Overall sentiment among 280 real estate agents, property developers, asset managers and property owners and investors who responded to the June Quarter NAB Quarterly Australian Commercial Property survey is mildly subdued, especially in the office market where a situation of over-supply is expected to persist and vacancy rates are expected to remain elevated.
But a combination of improved demand and limited supply is underpinning moderately stronger expectations regarding capital growth in CBD hotels, albeit with increases in room rates expected to remain below two per cent over the next two years.
In recent years, hotel and accommodation operators have suffered as a ‘perfect storm’ of global instability; a weak domestic economy (outside of resources) and – until around 12 months ago – a relatively strong Australian dollar impacted the tourism market and caused occupancy rates to slide and growth in room rates to stall.

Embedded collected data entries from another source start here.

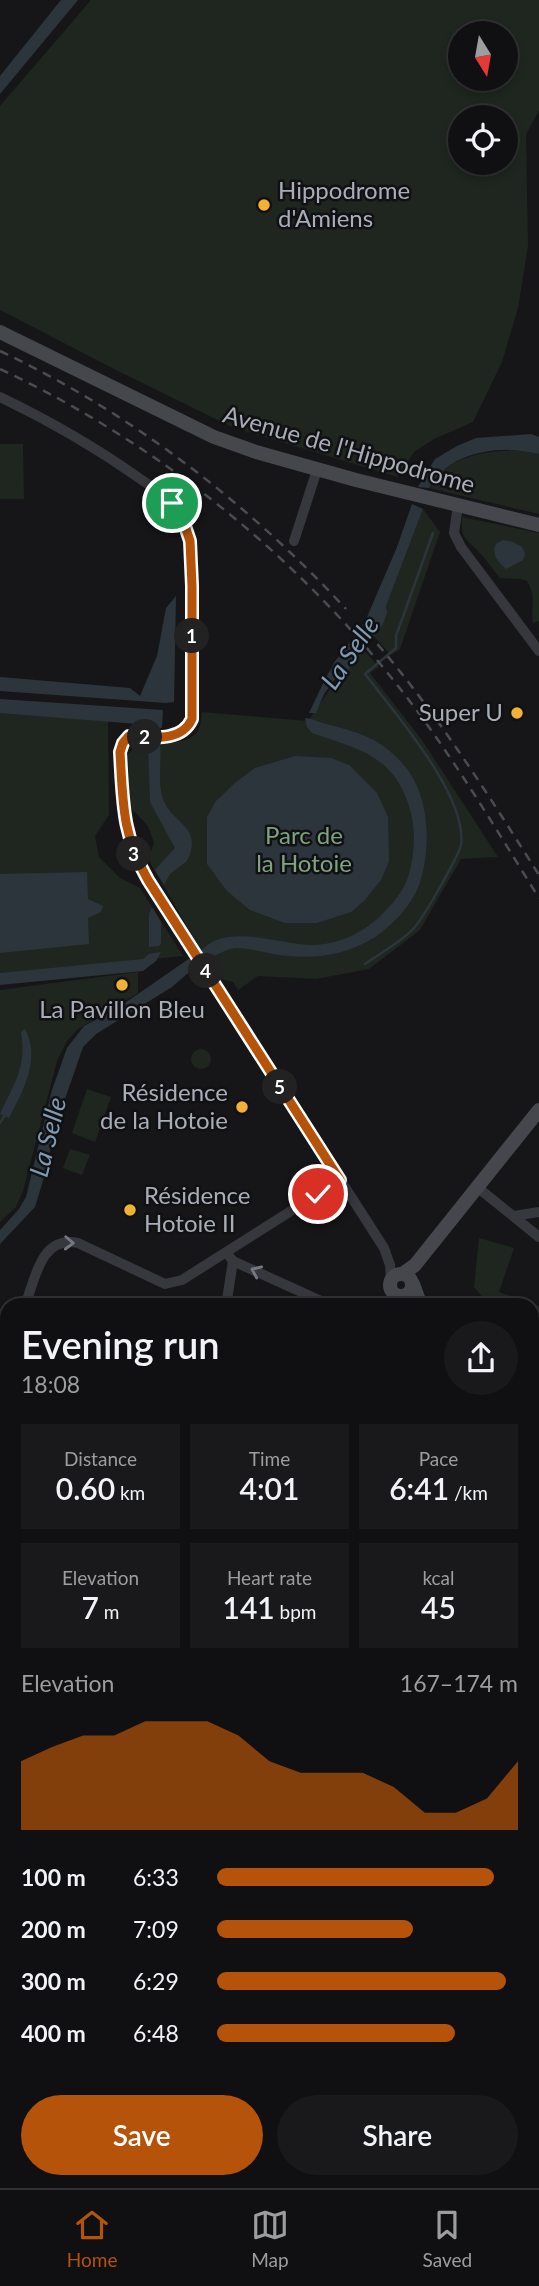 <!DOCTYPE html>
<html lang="en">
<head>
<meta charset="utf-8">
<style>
	:root { --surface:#101012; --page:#19191b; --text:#f1f3f6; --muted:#9c9d9f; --line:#303032; --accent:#b45309 }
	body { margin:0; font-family:Lato,sans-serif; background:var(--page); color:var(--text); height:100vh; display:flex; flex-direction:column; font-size:26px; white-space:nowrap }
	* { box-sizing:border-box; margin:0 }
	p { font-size:23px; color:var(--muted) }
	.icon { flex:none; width:38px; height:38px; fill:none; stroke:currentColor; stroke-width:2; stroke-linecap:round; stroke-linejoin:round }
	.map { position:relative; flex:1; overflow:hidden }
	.side { position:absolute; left:0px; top:1298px; width:539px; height:891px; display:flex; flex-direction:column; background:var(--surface); border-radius:21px 21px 0 0; box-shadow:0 4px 10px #0003,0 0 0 2px var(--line) }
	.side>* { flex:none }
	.needle { width:46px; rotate:169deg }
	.fabs { position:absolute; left:448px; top:21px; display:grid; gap:14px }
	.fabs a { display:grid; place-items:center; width:70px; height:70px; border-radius:50%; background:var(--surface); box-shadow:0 4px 10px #0003,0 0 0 2px var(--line); font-size:35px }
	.pin { position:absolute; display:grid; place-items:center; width:60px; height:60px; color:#fff; margin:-30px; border:4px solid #fff; border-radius:50%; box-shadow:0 2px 7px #0007 }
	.km { position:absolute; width:35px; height:35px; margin:-18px; border-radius:50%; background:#222; color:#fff; font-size:19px; line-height:35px; text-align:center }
	.round { display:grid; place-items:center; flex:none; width:74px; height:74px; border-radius:37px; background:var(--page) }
	.overview { display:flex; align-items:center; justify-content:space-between; height:119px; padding:0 21px }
	h1 { font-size:38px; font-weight:600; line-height:52px }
	.figures { display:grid; grid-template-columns:repeat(3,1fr); gap:10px; height:119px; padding:7px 21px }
	.figures div { display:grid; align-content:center; border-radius:0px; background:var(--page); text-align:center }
	.figures b { font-size:30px; font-weight:600 }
	.figures small { font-size:19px; font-weight:400 }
	.figures p { font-size:19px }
	.chart { height:196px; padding:14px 21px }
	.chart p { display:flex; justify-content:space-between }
	.chart svg { width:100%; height:126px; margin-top:7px; fill:var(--accent); opacity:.7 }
	.button { display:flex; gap:14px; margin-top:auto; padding:14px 21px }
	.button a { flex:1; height:80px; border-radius:42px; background:var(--accent); color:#fff; font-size:28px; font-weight:600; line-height:80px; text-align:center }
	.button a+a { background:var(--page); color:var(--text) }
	ul { padding:0 21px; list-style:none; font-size:23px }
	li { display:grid; grid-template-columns:112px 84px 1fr; align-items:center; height:52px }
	li i { height:18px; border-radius:9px; background:var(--accent) }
	.dock { display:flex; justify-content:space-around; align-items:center; height:98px; border-top:2px solid var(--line); background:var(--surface); font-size:19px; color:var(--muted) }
	.dock a { display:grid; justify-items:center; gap:4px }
	.dock .selected { color:var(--accent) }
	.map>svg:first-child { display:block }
	.green { fill:#1e261f; fill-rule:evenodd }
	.water { fill:#2c353c }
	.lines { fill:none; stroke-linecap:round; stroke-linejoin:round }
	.stream { stroke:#2c353c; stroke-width:2.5 }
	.river { stroke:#2c353c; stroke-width:16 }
	.street { stroke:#37383d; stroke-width:10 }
	.secondary { stroke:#45474d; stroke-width:14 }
	.primary { stroke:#53555c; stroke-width:14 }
	.rail { stroke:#4a4c52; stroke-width:2.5; stroke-dasharray:9 7; stroke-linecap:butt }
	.oneway { stroke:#757881 }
	.route-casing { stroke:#fff; stroke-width:14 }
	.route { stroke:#b45309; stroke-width:9 }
	.poi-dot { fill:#f2b134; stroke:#111113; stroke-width:2.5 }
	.labels { text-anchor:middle; stroke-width:5; stroke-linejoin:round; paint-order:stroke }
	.poi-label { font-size:24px; fill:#a8adb8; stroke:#111113; text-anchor:start }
	.street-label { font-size:24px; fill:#a8adb8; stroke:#111113 }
	.park-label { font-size:24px; fill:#7fa381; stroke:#111113 }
	.water-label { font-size:26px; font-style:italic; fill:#7f9bb3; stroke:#111113 }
</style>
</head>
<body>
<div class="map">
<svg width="539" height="2188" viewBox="0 0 539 2188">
	<rect width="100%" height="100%" fill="#161618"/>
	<g class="green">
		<path d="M91 0H539V111L526 134 528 246 518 308 502 362 473 422 434 439 414 452 398 477 232 427 116 370 0 310V106ZM460 33H506V79H460ZM460 117H506V163H460Z"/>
		<path d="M0 444H23L24 499H0Z"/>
		<path d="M522 450 539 454V514L429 488C447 454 488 451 522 450Z"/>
		<path d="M423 509 440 532 400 649 391 655 372 634 377 630Z"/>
		<path d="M462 517 539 533V621L533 623C530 606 537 598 527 581L520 579 500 578C493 570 486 559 478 551 465 538 460 537 462 517Z"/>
		<path d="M360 646 379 667 370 673 422 740 498 857 461 859 420 930 369 969 316 979 258 976 238 990 233 982 221 979 198 945 148 859 154 843 148 826 130 807 128 754 140 743C157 743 190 747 199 729 201 724 201 717 202 712L308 721Z"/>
		<path d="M0 710 108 717 109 815 95 836 99 857 120 878 140 888 183 956 0 974Z"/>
		<path d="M138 972V993L78 1029 67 1041 57 1061 23 1191 16 1207 0 1222V990Z"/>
		<circle cx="201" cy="1059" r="10"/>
		<path d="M87 1089 111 1097 95 1142 72 1133Z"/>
		<path d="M70 1149 90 1155 82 1175 63 1168Z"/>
		<path d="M479 1238 514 1248 499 1292 539 1306V1389L532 1385V1306L489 1305 474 1287Z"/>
		<path d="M0 1527 7 1528V1582L0 1580Z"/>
	</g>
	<g class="water">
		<path d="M61 0H78L0 94V76Z"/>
		<path d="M531 434 539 437V454C502 444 449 451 429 488L418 487 435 459 457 446 476 438Z"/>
		<path d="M412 504 423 509 377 630 372 634 365 626 367 617 397 547Z"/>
		<path d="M503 540 513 542 522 547 525 554 523 560 506 569C498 562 491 554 496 544Z"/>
		<path d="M176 596 174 702 166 703 0 691V677L130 688 140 696 157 656 166 608Z"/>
		<path d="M345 647 353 655 324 694 316 713H309L326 677Z"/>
		<path d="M0 699 163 710 162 727 158 731 147 730 145 726 137 724 0 713Z"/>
		<path d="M305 718C316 719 320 723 330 725 361 733 381 739 403 764 430 794 432 848 419 885 411 906 393 925 375 937 343 957 309 960 273 954 261 952 249 948 236 948 226 949 216 955 207 960L201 951C226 921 282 946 314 945 341 944 367 931 385 911 397 899 406 887 410 870 417 842 415 813 401 787 383 752 346 745 312 733L307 727Z"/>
		<path d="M148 743H160C162 761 157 782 163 799 172 824 204 826 187 861L170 874 164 885 155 870 175 848 150 802Z"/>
		<path d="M295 756 331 758 349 765 377 793 388 817 389 861 381 880 364 901 351 912 317 923H285L250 910 227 891 207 864V817L216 801 236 782 255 768Z"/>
		<path d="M87 872 88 899 103 906 101 912 88 918 89 944 0 953V874Z"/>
		<path d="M152 907 161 922V943L159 946 149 947V914Z"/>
		<path d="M161 952 156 961 143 971 0 985V973L143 959 149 954Z"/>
		<path d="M190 958 195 967 172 987 96 1034 83 1047 56 1125 45 1174 35 1207 0 1244V1230L19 1209 26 1197 52 1090 67 1048 84 1026 119 1007Z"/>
		<path d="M25 1029C41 1059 23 1091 9 1118L0 1114C14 1083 27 1068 21 1032Z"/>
	</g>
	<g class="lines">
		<g class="stream">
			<path d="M365 964C380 953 400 943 413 929 422 921 459 855 461 845 468 796 393 711 365 674L396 648V636L433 533"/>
			<path d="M0 1123 5 1115"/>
		</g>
		<path class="river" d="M340 668 375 622 379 612"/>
		<g class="street">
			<path d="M0 397C48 420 95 447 139 478 153 488 170 498 180 513 188 526 190 544 191 559L192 719C181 743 151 737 129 736L123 743 120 752C123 803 122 835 148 880L384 1248 390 1265 391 1279"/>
			<path d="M458 505 454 533 461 547 539 651"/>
			<path d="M294 541 317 470"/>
			<path d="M477 1187 539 1237"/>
			<path d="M514 1216 539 1212"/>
			<path d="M233 1261 332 1306"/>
			<path d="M397 1295 398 1306"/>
			<path d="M25 1306C35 1279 41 1235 78 1243L165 1284 182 1280 340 1180"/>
			<path d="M226 1306 233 1261 229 1256"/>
			<path d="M0 1372 7 1354"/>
			<path d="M0 1404 7 1406"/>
			<path d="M0 1477 7 1481"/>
			<path d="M532 1648 539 1636"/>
			<path d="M0 1773 7 1778"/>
			<path d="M0 1841H7"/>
			<path d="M0 1951 7 1945"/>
			<path d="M0 2010 7 2015"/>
			<path d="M0 2123 7 2115"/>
			<path d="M527 2182 534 2188"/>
		</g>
		<g class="secondary">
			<path d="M0 332 214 437 256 452 356 480 539 525"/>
			<path d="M404 1273 415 1265 539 1110"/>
			<circle cx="401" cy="1285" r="11"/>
			<path d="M413 1284 421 1306"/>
			<path d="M532 1478 539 1489"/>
		</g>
		<g class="primary">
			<path d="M0 1502 7 1504"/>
			<path d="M0 1513 7 1515"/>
			<path d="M532 1775 539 1777"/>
			<path d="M532 1789 539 1790"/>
		</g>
		<g class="rail">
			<path d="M0 351C131 413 248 503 346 609"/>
			<path d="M0 369C155 442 292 551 398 686 451 753 494 826 539 898"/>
			<path d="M367 632C433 707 486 791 539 875"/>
		</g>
	</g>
	<defs><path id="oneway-chevron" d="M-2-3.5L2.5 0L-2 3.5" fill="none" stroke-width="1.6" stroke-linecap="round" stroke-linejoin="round" transform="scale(1.75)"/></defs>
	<g class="oneway">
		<use href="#oneway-chevron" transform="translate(69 1243) rotate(2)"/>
		<use href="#oneway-chevron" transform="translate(256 1271) rotate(-156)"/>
	</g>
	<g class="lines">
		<g class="route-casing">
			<path id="route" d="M172 503 183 520 190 541 192 586V719C181 743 151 737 129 736L123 743 120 752C123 803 122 835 148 880L340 1180 318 1194"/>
		</g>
		<use href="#route" class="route"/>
	</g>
	<g class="poi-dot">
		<circle cx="264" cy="205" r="7"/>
		<circle cx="517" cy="713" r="7"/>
		<circle cx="122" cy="985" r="7"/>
		<circle cx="242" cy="1107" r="7"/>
		<circle cx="130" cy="1210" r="7"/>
	</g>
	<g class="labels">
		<g class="poi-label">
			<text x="278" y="199">Hippodrome<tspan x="278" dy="28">d'Amiens</tspan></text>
			<text x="503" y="721" text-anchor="end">Super U</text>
			<text x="122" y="1018" text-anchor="middle">La Pavillon Bleu</text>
			<text x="228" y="1101" text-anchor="end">Résidence<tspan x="228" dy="28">de la Hotoie</tspan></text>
			<text x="144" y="1204">Résidence<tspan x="144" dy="28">Hotoie II</tspan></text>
		</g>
		<g class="street-label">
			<text transform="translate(349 450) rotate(16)" y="8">Avenue de l'Hippodrome</text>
		</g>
		<g class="park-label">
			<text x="304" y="844">Parc de<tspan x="304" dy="28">la Hotoie</tspan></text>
		</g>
		<g class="water-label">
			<text transform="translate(350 653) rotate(-56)" y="9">La Selle</text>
			<text transform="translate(48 1137) rotate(-76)" y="9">La Selle</text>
		</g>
	</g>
</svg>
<div class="fabs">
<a><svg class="needle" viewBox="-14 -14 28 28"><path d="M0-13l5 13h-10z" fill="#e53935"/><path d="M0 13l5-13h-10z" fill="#9c9d9f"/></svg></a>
<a><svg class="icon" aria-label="locate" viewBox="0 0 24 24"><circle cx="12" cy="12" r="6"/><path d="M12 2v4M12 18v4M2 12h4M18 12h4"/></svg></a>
</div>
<div class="pin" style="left:172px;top:503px;background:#1e9e55"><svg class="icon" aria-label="arrive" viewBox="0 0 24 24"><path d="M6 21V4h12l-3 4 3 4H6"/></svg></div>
<div class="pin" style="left:318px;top:1194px;background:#d93025"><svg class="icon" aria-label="check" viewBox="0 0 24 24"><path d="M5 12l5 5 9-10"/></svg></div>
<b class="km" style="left:192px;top:636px">1</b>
<b class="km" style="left:145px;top:737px">2</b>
<b class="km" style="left:134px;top:854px">3</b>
<b class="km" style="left:206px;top:971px">4</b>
<b class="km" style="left:280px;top:1087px">5</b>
<section class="side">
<div class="overview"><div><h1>Evening run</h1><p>18:08</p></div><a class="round"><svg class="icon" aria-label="share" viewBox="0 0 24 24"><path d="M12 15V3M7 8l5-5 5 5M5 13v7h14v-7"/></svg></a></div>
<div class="figures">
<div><p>Distance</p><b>0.60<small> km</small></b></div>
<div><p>Time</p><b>4:01</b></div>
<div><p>Pace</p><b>6:41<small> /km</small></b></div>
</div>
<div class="figures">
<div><p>Elevation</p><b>7<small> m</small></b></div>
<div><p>Heart rate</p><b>141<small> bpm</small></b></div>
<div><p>kcal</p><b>45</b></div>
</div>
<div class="chart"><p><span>Elevation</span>167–174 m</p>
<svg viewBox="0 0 160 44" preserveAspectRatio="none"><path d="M0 44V20L10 15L20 11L30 11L40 6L50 6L60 6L70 11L80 20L90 24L100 24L110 24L120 29L130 38L140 38L150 33L160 20V44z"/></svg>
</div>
<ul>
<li><b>100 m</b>6:33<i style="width:92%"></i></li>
<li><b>200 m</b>7:09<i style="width:65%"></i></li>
<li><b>300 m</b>6:29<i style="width:96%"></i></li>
<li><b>400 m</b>6:48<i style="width:79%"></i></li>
</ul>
<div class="button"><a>Save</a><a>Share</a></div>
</section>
</div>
<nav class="dock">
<a class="selected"><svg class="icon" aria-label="home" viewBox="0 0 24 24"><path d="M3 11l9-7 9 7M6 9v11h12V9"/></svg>Home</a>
<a><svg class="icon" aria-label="map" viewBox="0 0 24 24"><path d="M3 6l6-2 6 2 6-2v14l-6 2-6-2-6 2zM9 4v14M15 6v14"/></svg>Map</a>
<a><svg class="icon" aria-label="saved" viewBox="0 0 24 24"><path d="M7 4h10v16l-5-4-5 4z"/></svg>Saved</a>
</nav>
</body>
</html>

More recently, however, improving international conditions and a settling of the dollar at below parity terms with the US dollar saw overseas short-term arrivals jump by 11.3 per cent in the 12 months to May (ABS statistics), while domestic tourism numbers have started to rebound.
Accordingly, participants in the latest survey ranked both current and expected short-term future demand for rooms as either ‘good’ or ‘very good’ across all classes of traveller, and saw general conditions of undersupply both now and going forward.
Longer term, with Tourism Research Australia tipping average annual growth in foreign tourists of four per cent over the decade to 2023 (albeit with more modest growth of one per cent expected in the larger domestic tourism segment), prospects in the sector appear to be reasonably good.
Over the three years to 2016, for example, Deloitte Access Economics is tipping average annual growth rates of 3.4 per cent and 4.9 per cent in room rates and average revenue per available room respectively, with key growth markets centred around Sydney, Melbourne and Brisbane, Tropical North Queensland and Hobart.
Outside of hotels, however, sentiment dropped in all other segments of the market.
Survey participants are particularly pessimistic about the office market, where they see current and long term oversupply in practically every city.
NAB Group chief economist Alan Oster said sentiment across most markets had fallen, albeit with forward expectations improving marginally in retail.
“In contrast, office property continues to under-perform the broader market, especially in WA and Queensland, where survey respondents reported relatively large falls in capital values and rents amid elevated vacancy rates and market over-supply,” Oster said.
On the development side, fewer developers were looking to commence new works, with stock availability being a key cause for concern.